(Beginning of Data to examine)

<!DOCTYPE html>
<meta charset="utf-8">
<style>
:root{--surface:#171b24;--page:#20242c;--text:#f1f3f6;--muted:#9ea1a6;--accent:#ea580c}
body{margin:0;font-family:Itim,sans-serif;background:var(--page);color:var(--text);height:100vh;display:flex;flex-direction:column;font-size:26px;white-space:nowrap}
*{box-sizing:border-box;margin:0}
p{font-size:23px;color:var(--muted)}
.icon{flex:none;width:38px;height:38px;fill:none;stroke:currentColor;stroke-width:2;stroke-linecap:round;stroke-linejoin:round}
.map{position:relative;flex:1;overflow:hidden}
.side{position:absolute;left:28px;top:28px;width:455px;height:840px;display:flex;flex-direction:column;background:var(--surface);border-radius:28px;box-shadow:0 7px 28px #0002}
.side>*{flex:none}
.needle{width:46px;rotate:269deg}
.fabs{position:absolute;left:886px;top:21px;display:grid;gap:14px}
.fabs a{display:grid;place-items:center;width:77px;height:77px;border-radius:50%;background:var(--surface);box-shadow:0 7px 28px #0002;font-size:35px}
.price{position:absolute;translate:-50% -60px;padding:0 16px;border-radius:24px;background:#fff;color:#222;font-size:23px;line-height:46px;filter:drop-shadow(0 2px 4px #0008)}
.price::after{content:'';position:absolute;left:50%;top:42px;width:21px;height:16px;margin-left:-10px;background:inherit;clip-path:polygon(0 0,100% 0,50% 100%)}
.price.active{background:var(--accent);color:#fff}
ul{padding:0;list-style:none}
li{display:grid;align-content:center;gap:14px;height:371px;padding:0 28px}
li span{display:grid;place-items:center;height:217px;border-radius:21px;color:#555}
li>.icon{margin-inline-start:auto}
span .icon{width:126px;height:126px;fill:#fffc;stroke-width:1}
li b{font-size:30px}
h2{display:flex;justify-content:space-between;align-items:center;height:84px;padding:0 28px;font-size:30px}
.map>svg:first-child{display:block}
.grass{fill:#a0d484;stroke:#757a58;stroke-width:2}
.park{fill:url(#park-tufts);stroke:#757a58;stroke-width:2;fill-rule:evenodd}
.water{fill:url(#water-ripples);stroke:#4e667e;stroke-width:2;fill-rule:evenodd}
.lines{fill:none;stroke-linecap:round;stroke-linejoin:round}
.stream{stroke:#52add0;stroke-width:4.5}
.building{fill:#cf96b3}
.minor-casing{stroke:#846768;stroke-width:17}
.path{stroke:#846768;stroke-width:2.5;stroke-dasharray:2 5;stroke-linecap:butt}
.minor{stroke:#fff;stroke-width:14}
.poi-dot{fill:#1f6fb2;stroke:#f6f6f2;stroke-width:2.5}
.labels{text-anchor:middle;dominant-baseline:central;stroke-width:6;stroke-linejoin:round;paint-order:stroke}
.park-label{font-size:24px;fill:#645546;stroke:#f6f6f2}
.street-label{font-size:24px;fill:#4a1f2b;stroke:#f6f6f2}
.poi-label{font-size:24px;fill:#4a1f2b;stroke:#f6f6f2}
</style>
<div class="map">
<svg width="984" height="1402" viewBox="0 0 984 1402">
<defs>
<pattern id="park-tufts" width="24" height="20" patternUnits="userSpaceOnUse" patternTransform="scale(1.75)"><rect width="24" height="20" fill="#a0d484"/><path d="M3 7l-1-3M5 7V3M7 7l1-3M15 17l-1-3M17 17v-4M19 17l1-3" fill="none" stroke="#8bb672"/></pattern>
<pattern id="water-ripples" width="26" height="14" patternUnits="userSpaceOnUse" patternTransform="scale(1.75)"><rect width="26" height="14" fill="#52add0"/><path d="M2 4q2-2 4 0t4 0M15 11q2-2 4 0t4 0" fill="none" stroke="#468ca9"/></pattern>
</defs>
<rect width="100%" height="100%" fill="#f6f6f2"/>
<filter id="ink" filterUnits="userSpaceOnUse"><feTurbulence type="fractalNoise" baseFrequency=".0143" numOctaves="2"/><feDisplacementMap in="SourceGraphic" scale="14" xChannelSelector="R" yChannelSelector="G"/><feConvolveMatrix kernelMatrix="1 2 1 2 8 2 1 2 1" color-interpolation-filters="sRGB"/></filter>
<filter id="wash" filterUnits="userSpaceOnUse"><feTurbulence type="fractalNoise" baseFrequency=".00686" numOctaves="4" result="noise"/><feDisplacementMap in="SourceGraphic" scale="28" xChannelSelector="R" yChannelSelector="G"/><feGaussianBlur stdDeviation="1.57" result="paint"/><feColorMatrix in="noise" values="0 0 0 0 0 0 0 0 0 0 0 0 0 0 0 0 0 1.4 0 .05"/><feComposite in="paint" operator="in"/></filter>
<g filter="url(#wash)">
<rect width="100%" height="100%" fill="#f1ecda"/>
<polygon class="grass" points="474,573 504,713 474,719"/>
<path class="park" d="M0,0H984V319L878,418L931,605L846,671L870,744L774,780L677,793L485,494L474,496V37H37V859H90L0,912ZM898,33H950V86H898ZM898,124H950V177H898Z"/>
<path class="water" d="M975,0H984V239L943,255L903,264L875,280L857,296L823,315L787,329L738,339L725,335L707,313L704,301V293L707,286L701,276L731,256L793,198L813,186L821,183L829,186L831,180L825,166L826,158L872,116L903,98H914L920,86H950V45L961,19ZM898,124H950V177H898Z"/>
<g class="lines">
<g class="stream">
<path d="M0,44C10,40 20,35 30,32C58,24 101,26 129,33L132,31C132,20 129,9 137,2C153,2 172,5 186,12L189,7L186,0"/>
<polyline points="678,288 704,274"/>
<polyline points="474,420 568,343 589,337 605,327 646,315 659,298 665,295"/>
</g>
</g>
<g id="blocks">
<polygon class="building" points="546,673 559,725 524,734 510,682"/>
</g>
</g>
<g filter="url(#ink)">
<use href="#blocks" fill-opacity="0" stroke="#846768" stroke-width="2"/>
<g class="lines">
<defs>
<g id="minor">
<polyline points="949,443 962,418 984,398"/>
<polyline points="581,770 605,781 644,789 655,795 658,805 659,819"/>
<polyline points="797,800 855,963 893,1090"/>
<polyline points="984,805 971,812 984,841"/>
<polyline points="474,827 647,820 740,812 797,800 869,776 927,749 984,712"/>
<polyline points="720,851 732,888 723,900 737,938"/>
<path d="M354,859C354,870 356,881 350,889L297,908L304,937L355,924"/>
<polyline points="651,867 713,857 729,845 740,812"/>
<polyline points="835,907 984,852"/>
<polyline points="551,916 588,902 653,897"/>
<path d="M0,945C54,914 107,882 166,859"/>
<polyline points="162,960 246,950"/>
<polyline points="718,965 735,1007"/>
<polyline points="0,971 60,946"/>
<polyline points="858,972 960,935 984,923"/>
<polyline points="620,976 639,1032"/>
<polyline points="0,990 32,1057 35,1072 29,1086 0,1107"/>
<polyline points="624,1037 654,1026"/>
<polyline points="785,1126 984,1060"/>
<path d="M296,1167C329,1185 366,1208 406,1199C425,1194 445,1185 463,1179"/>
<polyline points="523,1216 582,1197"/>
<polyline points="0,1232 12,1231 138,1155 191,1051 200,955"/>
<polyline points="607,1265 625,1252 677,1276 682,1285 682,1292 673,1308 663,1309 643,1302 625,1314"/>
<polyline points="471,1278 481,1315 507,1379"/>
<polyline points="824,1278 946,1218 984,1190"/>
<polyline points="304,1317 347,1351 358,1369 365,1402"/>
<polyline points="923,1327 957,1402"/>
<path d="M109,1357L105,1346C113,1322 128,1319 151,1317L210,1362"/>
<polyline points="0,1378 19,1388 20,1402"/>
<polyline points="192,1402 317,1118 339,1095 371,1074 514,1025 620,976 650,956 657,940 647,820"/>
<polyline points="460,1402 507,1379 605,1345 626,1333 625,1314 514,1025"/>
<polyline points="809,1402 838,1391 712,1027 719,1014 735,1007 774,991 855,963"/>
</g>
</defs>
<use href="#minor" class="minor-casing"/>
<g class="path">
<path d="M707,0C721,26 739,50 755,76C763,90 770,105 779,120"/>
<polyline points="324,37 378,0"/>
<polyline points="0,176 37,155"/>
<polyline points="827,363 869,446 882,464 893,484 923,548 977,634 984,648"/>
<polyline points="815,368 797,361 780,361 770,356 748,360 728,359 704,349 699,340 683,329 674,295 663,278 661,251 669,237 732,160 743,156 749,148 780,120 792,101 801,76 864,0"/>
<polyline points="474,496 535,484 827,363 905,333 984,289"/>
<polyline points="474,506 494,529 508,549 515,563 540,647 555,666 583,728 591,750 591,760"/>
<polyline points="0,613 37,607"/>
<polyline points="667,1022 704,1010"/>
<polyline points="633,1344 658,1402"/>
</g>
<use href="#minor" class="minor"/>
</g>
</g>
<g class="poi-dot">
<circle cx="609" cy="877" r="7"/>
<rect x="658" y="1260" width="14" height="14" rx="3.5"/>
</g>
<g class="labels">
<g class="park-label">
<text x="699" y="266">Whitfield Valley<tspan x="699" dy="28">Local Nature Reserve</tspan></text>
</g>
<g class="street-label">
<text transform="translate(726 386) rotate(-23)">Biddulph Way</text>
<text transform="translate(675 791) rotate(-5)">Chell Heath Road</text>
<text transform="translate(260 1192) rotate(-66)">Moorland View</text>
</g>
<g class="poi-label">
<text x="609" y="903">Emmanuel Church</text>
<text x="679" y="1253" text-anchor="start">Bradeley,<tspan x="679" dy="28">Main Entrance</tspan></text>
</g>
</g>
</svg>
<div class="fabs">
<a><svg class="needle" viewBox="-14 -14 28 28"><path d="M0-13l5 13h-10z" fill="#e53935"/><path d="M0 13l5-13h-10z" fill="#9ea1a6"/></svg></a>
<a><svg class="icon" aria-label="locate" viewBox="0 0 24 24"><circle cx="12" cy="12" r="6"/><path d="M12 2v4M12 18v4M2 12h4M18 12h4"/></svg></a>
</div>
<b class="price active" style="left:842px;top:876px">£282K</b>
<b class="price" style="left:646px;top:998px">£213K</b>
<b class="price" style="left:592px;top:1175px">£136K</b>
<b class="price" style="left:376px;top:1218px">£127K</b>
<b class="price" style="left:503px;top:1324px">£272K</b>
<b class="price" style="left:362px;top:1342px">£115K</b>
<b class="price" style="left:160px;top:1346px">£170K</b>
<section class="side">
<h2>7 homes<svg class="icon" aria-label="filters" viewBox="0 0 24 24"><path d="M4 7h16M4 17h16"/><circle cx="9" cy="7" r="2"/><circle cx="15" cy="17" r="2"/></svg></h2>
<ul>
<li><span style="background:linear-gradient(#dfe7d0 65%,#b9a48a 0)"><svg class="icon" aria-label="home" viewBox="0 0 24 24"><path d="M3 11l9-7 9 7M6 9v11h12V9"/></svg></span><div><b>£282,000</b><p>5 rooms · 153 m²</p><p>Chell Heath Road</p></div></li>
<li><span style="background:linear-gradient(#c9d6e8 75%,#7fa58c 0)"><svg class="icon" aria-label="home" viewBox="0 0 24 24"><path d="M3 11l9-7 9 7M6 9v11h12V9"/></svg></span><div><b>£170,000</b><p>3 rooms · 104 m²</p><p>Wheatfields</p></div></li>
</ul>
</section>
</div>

(End of Data to examine)

» **What is being asked**: For the word "linejoin", go through the records and show each line that carries it.

» **Response box**:
.icon{flex:none;width:38px;height:38px;fill:none;stroke:currentColor;stroke-width:2;stroke-linecap:round;stroke-linejoin:round}
.lines{fill:none;stroke-linecap:round;stroke-linejoin:round}
.labels{text-anchor:middle;dominant-baseline:central;stroke-width:6;stroke-linejoin:round;paint-order:stroke}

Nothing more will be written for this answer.